ECLI:NL:HR:2023:1024

Hoge Raad

Datum uitspraak
4 juli 2023
Publicatiedatum
3 juli 2023
Zaaknummer
22/00781
Instantie
Hoge Raad
Type
Uitspraak
Rechtsgebied
Strafrecht
Procedures
  • Cassatie
Vindplaatsen
  • Rechtspraak.nl
AI samenvatting door LexboostAutomatisch gegenereerd

Cassatie over betrokkenheid bij drugslaboratoria en overschrijding van de redelijke termijn in strafzaken

In deze zaak heeft de Hoge Raad op 4 juli 2023 uitspraak gedaan in een cassatieprocedure tegen een arrest van het gerechtshof 's-Hertogenbosch van 28 februari 2022. De verdachte, geboren in 1980, was betrokken bij drugslaboratoria in Baarle-Nassau, Zevenaar en Rijen, en werd beschuldigd van meerdere strafbare feiten onder de Opiumwet, waaronder het medeplegen van de productie en het aanwezig hebben van amfetamine, alsook het dumpen van drugsafval. De verdediging voerde aan dat de strafoplegging van acht jaren onvoldoende gemotiveerd was, vooral in het licht van een door een Belgische rechter opgelegde gevangenisstraf. De Hoge Raad heeft de klachten van de verdachte beoordeeld, maar oordeelde dat deze niet konden leiden tot vernietiging van de uitspraak van het hof. Echter, het derde cassatiemiddel, dat betrekking had op de overschrijding van de redelijke termijn in de cassatiefase, werd gegrond verklaard. De Hoge Raad concludeerde dat de redelijke termijn was overschreden, maar verbond hieraan geen verdere rechtsgevolgen. Uiteindelijk werd het beroep van de verdachte verworpen.

Uitspraak

HOGE RAAD DER NEDERLANDEN
STRAFKAMER
Nummer22/00781
Datum4 juli 2023
ARREST
op het beroep in cassatie tegen een arrest van het gerechtshof 's-Hertogenbosch van 28 februari 2022, nummer 20-002753-20, in de strafzaak
tegen
[verdachte],
geboren te [geboorteplaats] op [geboortedatum] 1980,
hierna: de verdachte.

1.Procesverloop in cassatie

Het beroep is ingesteld door de verdachte. Namens deze heeft P. van de Kerkhof, advocaat te Tilburg, bij schriftuur cassatiemiddelen voorgesteld. De schriftuur is aan dit arrest gehecht en maakt daarvan deel uit.
De advocaat-generaal A.E. Harteveld heeft geconcludeerd tot verwerping van het beroep.

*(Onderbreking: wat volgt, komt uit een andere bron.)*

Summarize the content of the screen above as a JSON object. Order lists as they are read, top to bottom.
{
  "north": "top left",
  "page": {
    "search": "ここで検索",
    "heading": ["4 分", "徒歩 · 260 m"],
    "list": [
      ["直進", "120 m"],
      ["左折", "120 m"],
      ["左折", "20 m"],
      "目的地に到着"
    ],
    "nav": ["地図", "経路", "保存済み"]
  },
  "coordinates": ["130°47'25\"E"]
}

2.Beoordeling van het eerste en het tweede cassatiemiddel

De Hoge Raad heeft de klachten over de uitspraak van het hof beoordeeld. De uitkomst hiervan is dat deze klachten niet kunnen leiden tot vernietiging van die uitspraak. De Hoge Raad hoeft niet te motiveren waarom hij tot dit oordeel is gekomen. Bij de beoordeling van deze klachten is het namelijk niet nodig om antwoord te geven op vragen die van belang zijn voor de eenheid of de ontwikkeling van het recht (zie artikel 81 lid 1 van de Wet op de rechterlijke organisatie).

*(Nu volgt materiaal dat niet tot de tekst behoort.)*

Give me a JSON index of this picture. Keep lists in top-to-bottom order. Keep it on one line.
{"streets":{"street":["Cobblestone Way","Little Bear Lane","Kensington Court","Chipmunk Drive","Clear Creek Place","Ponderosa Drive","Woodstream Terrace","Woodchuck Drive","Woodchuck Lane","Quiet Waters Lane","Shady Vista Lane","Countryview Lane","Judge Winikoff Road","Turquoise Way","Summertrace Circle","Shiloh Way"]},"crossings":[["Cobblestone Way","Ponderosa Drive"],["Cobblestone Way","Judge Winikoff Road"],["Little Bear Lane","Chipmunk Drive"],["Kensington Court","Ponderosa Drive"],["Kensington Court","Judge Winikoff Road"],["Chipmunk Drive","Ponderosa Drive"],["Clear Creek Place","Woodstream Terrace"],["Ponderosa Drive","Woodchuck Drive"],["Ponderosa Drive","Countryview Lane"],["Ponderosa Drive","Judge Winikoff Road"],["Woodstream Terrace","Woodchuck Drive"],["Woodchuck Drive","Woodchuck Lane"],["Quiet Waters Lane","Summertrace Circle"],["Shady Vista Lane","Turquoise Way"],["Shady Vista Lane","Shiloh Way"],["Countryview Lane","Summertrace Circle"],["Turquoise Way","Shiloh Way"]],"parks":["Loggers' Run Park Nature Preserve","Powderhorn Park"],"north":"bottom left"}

3.Beoordeling van het derde cassatiemiddel

3.1
Het cassatiemiddel klaagt dat in de cassatiefase de redelijke termijn als bedoeld in artikel 6 lid 1 van het Europees Verdrag tot bescherming van de rechten van de mens en de fundamentele vrijheden is overschreden omdat de stukken te laat door het hof zijn ingezonden.
3.2
Het cassatiemiddel is gegrond. In het licht van de mate waarin de redelijke termijn is overschreden, volstaat de Hoge Raad met het oordeel dat de redelijke termijn is overschreden, en is er geen aanleiding om aan dat oordeel enig ander rechtsgevolg te verbinden.

4.Beslissing

De Hoge Raad verwerpt het beroep.
Dit arrest is gewezen door de vice-president J. de Hullu als voorzitter, en de raadsheren M.J. Borgers en M. Kuijer, in bijzijn van de waarnemend griffier H.J.S. Kea, en uitgesproken ter openbare terechtzitting van
4 juli 2023.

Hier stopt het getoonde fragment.